Electric Siberia

Is there strange energy in Siberia? It is a strange place.

First take a look at the featured image above. The image is courtesy of ESA/NASA, and depicts the Earth’s magnetic flux on July 14, 2015. It is showing the Earth’s magnetic poles splitting from a dipole to a four-pole arrangement, an expected development for the pole shift that is well underway.

The mean magnetic north rests somewhere in the sea between the dark red shaded regions of high flux over arctic Siberia and Canada, and it’s rapidly tracking towards Siberia. But it now looks like there are two poles forming at both ends of the planet – four poles – the Southern hemisphere looks much the same. And the deep red blotch over Siberia is gaining strength.

Siberia. Now let’s zoom in to look at some weird stuff.

The Patomskiy Crater – one of many mysterious features in the Taiga.
Siberian Times
Image credit: The Siberian Times

Discovered by a geologist in 1949, this limestone crater is about 150 meters rim to rim. It has a rounded mound in the center. Locals refer to it as  the “fiery eagles nest,” because that’s what it looks like – with an egg. Russian geologists suspect it was formed by a meteorite 250 years ago. Many people doubt it’s a meteorite, although tests reveal a high density, electromagnetic anomaly below the crater.

Prevailing theory today is that it has a geological cause, although many scientists still think it is an impact.
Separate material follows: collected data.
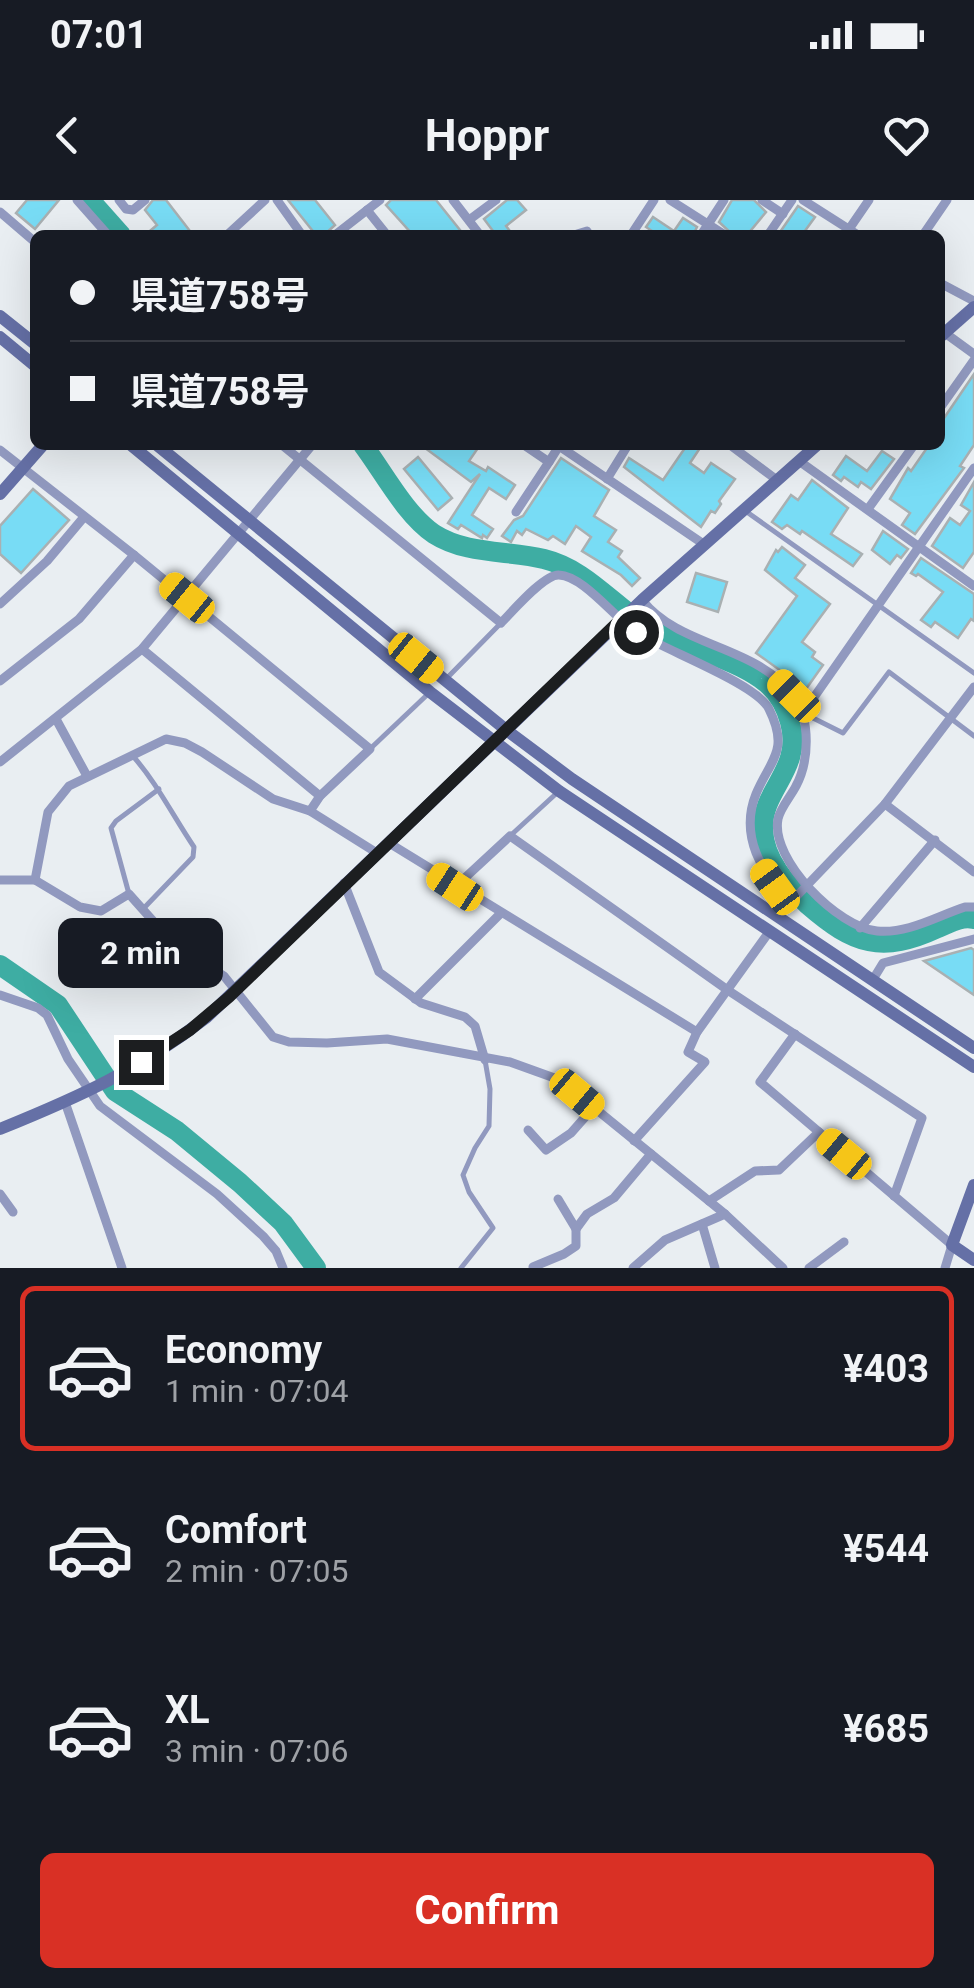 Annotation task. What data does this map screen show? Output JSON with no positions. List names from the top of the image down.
{
  "page": {
    "status": "07:01",
    "header": "Hoppr",
    "banner": ["県道758号", "県道758号"],
    "bubble": "2 min",
    "list": [
      {
        "name": "Economy",
        "note": "1 min · 07:04",
        "value": "¥403"
      },
      {
        "name": "Comfort",
        "note": "2 min · 07:05",
        "value": "¥544"
      },
      {
        "name": "XL",
        "note": "3 min · 07:06",
        "value": "¥685"
      }
    ],
    "buttons": "Confirm"
  }
} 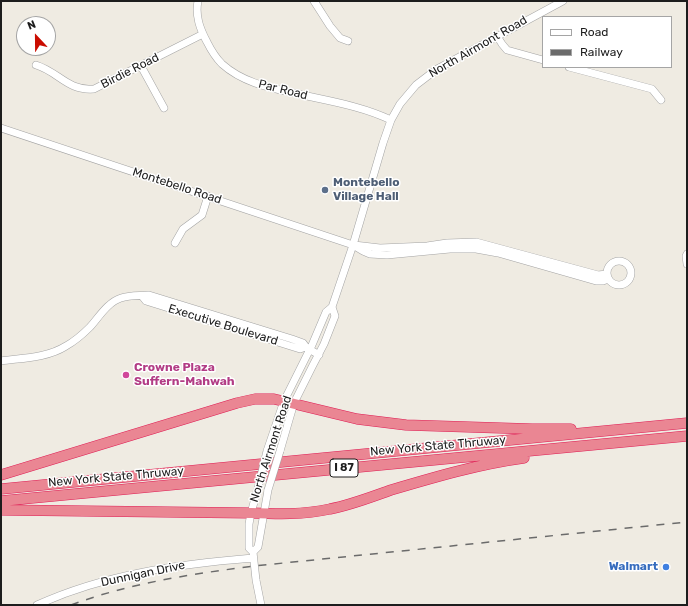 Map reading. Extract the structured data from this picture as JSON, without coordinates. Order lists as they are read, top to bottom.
{
  "streets": {
    "highway": ["New York State Thruway", "I 87"],
    "street": [
      "North Airmont Road",
      "Birdie Road",
      "Par Road",
      "Montebello Road",
      "Executive Boulevard",
      "Dunnigan Drive"
    ]
  },
  "crossings": [
    ["North Airmont Road", "Par Road"],
    ["North Airmont Road", "Montebello Road"],
    ["North Airmont Road", "Executive Boulevard"],
    ["North Airmont Road", "Dunnigan Drive"],
    ["Birdie Road", "Par Road"]
  ],
  "places": ["Montebello Village Hall", "Crowne Plaza Suffern-Mahwah", "Walmart"],
  "legend": ["Road", "Railway"],
  "north": "top"
} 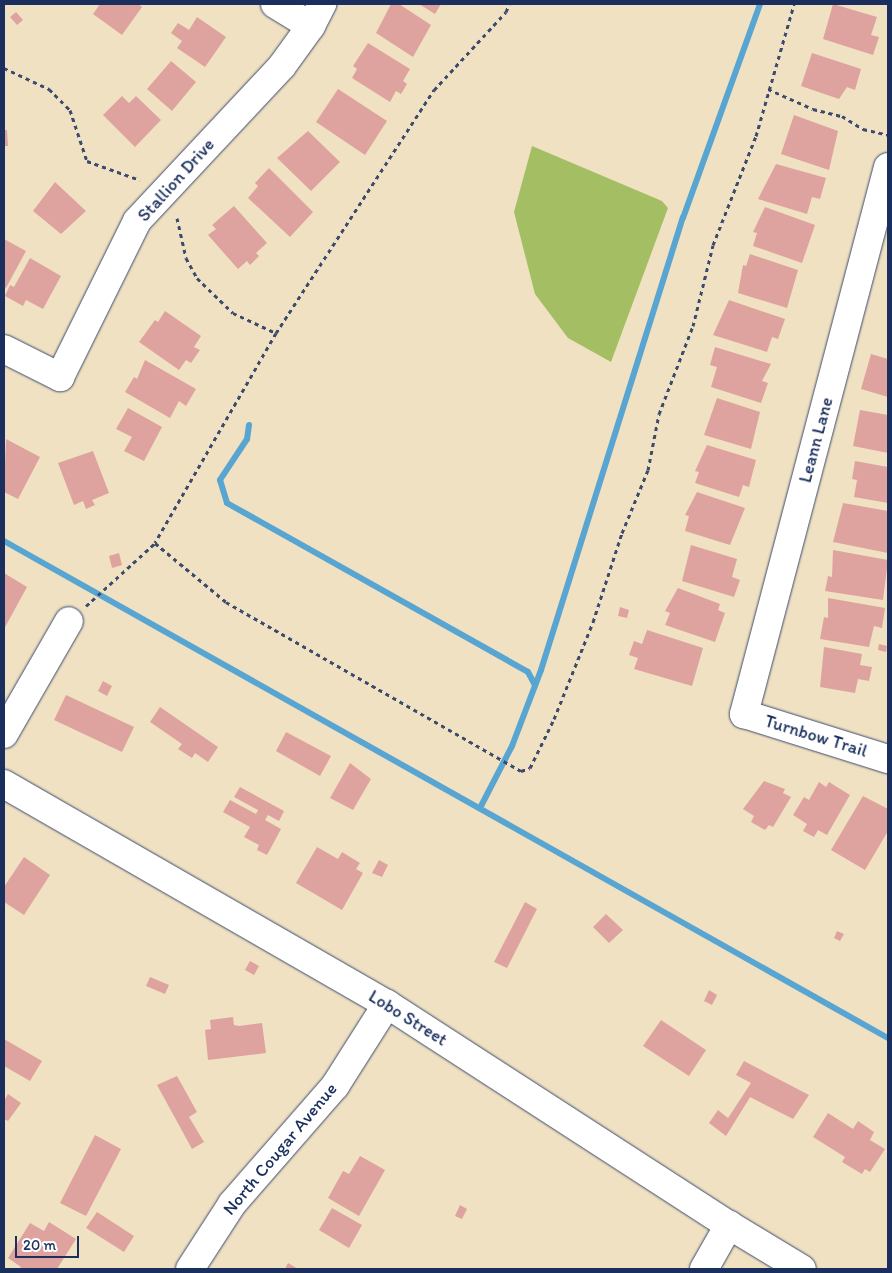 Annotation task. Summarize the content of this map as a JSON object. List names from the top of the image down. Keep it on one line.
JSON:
{"streets":{"street":["Stallion Drive","Leann Lane","Turnbow Trail","Lobo Street","North Cougar Avenue"]},"crossings":[["Leann Lane","Turnbow Trail"],["Lobo Street","North Cougar Avenue"]],"scale_bar":"20 m"}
This shape is similar to many seen on Mars and moons in the solar system.

As a matter of fact, there are a dozens where I live in Arizona. Wait…ours don’t have the egg in the middle. Apparently that makes all the difference, because no one seems to have high confidence they know what it is.

Other features of the crater:

  • No radioactivity is measured today, but analysis of trees nearby show high radioactivity at the time geologists believe it was formed, around 250 years ago.
  • Visitors report it is exceptionally hot inside the crater.
  • They also report it swells and subsides, like it’s slowly breathing.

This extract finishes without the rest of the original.